*** Block opens ***

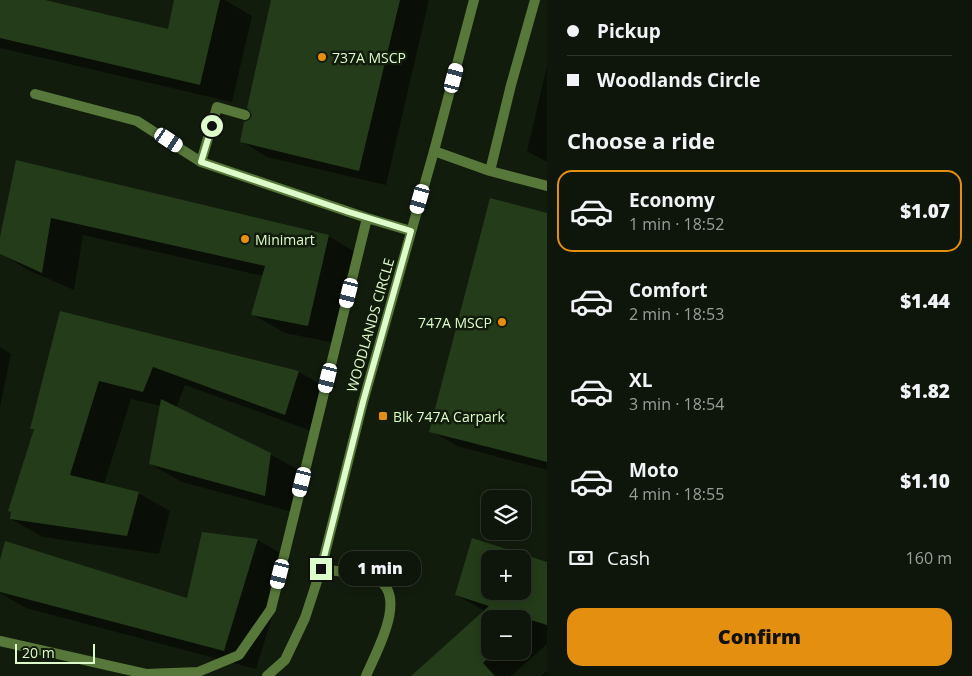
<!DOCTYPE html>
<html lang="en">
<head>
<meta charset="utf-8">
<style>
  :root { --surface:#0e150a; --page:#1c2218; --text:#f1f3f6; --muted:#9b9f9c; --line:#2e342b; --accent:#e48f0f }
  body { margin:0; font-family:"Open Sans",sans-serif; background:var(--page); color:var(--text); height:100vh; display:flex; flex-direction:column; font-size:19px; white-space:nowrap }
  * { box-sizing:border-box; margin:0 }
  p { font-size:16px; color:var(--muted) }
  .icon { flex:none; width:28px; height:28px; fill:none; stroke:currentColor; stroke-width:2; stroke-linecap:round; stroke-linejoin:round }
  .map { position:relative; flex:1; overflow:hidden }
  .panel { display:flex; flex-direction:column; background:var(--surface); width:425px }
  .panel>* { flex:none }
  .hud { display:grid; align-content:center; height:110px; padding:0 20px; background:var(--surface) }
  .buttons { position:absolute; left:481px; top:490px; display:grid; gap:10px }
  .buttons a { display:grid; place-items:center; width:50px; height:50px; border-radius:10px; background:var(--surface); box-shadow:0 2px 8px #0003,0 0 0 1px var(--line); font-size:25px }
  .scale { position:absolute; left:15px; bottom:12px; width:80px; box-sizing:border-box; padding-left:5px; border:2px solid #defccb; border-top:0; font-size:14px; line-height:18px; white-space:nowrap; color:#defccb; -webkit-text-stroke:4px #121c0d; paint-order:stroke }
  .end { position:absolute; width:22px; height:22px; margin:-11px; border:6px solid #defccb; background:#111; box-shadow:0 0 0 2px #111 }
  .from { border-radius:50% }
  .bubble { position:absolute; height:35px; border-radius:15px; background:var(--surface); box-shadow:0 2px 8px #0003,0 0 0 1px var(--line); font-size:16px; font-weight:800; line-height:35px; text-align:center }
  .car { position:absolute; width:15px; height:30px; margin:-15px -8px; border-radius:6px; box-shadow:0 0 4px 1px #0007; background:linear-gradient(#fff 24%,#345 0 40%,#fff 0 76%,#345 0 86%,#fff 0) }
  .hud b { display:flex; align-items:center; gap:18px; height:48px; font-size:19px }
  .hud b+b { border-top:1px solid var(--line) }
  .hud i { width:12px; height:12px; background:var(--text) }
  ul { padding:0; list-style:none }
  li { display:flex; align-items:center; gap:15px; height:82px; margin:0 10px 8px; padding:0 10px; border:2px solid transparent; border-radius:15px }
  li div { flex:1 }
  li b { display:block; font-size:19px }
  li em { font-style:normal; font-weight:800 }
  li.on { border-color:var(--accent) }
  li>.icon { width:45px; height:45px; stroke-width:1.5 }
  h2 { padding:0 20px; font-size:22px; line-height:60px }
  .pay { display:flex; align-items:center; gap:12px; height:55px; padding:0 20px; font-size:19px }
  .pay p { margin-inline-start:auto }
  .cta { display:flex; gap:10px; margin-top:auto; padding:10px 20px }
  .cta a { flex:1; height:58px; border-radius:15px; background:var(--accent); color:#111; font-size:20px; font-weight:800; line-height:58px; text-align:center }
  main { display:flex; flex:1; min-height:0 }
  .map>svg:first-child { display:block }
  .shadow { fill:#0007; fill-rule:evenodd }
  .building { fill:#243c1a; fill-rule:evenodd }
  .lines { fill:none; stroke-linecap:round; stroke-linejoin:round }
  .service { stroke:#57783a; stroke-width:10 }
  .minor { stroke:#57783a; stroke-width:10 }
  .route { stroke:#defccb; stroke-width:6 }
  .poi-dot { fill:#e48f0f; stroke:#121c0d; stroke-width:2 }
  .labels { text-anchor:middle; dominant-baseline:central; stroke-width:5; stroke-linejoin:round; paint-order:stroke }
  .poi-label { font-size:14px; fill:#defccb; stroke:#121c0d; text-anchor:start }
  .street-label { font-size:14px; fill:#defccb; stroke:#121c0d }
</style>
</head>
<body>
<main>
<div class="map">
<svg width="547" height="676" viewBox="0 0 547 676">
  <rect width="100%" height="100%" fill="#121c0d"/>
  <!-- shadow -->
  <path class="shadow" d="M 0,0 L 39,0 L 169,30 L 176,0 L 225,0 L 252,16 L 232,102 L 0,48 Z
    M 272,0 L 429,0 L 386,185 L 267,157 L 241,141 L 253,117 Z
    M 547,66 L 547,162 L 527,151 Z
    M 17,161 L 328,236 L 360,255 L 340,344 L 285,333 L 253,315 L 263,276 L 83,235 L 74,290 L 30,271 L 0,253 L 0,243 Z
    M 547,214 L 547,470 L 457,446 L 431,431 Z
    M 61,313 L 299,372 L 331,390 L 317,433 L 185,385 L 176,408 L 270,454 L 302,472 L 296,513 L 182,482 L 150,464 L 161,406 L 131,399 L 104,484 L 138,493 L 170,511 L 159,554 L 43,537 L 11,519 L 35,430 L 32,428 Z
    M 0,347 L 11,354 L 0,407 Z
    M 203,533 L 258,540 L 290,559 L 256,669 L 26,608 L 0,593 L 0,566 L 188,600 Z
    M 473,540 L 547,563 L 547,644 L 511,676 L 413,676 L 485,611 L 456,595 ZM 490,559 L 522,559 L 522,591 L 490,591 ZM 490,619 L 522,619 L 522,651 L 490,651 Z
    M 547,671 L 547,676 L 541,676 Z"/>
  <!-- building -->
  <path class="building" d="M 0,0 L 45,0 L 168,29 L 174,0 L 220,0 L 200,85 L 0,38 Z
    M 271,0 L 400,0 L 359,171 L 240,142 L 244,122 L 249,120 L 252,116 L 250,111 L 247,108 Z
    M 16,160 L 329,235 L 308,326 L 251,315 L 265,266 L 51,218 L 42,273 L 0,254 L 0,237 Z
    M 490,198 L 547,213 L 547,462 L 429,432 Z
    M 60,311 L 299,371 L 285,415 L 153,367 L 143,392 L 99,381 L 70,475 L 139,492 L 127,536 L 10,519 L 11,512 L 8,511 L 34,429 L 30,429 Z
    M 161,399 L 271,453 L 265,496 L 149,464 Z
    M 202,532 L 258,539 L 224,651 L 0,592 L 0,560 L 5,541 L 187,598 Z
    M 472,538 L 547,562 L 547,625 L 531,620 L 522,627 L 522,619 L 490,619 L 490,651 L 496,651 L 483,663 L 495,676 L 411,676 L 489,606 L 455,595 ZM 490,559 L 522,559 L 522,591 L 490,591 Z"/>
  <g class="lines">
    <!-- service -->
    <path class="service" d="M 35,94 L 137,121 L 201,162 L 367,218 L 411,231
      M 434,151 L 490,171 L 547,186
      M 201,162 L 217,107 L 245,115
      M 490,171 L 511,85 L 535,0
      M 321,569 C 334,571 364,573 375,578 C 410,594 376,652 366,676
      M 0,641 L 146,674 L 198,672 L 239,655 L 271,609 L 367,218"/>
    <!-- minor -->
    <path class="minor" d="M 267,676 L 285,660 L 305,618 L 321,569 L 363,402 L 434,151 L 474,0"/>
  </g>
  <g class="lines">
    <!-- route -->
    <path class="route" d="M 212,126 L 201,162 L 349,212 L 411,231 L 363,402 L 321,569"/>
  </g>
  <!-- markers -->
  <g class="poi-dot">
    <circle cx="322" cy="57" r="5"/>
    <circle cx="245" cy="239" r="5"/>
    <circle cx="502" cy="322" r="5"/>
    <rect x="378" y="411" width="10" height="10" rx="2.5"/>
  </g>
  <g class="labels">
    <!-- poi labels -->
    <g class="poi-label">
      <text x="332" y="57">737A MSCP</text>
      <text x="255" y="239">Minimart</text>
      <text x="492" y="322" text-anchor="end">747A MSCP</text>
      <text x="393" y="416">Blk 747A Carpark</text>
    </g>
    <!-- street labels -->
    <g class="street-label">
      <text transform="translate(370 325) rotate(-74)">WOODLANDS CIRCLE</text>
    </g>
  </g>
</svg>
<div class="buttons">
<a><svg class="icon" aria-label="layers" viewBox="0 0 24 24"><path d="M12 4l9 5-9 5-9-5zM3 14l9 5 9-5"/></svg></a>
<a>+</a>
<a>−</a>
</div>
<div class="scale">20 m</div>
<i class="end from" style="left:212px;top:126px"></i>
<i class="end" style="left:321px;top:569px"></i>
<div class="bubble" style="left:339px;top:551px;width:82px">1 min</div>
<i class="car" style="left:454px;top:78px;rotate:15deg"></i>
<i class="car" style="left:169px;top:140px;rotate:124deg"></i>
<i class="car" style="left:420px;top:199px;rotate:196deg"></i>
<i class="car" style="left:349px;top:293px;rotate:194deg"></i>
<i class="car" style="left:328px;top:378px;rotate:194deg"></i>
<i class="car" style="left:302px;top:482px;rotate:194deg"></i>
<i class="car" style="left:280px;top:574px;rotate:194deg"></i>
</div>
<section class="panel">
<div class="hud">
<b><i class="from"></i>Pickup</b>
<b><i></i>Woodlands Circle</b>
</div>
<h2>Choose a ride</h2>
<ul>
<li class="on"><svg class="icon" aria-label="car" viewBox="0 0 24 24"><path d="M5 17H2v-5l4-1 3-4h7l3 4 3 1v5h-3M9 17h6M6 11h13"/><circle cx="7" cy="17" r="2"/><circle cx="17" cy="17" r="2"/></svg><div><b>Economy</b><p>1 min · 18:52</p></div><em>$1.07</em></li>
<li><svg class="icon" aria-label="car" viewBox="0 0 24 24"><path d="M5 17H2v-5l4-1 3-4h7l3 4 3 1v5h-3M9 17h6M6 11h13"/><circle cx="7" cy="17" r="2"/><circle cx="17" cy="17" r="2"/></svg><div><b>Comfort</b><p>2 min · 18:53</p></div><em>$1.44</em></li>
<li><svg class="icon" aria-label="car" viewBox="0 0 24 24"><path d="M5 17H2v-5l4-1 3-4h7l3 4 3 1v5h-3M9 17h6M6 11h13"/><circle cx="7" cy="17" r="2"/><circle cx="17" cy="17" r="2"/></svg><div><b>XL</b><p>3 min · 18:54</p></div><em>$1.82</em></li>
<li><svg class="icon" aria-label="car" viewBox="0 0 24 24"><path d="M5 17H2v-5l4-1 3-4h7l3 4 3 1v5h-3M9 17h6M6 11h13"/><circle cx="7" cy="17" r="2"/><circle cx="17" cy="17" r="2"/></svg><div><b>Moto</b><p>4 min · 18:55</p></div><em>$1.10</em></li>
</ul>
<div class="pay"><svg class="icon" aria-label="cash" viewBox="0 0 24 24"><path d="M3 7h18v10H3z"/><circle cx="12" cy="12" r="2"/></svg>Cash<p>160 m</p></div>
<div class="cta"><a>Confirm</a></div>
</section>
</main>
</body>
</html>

*** Block closes ***

Exactly as they appear, transcribe the lines from the top of the material above through the line with "--surface:#0e150a; --page:#1c2218; --text:#f1f3f6;". Omit any picture.

<!DOCTYPE html>
<html lang="en">
<head>
<meta charset="utf-8">
<style>
  :root { --surface:#0e150a; --page:#1c2218; --text:#f1f3f6; --muted:#9b9f9c; --line:#2e342b; --accent:#e48f0f }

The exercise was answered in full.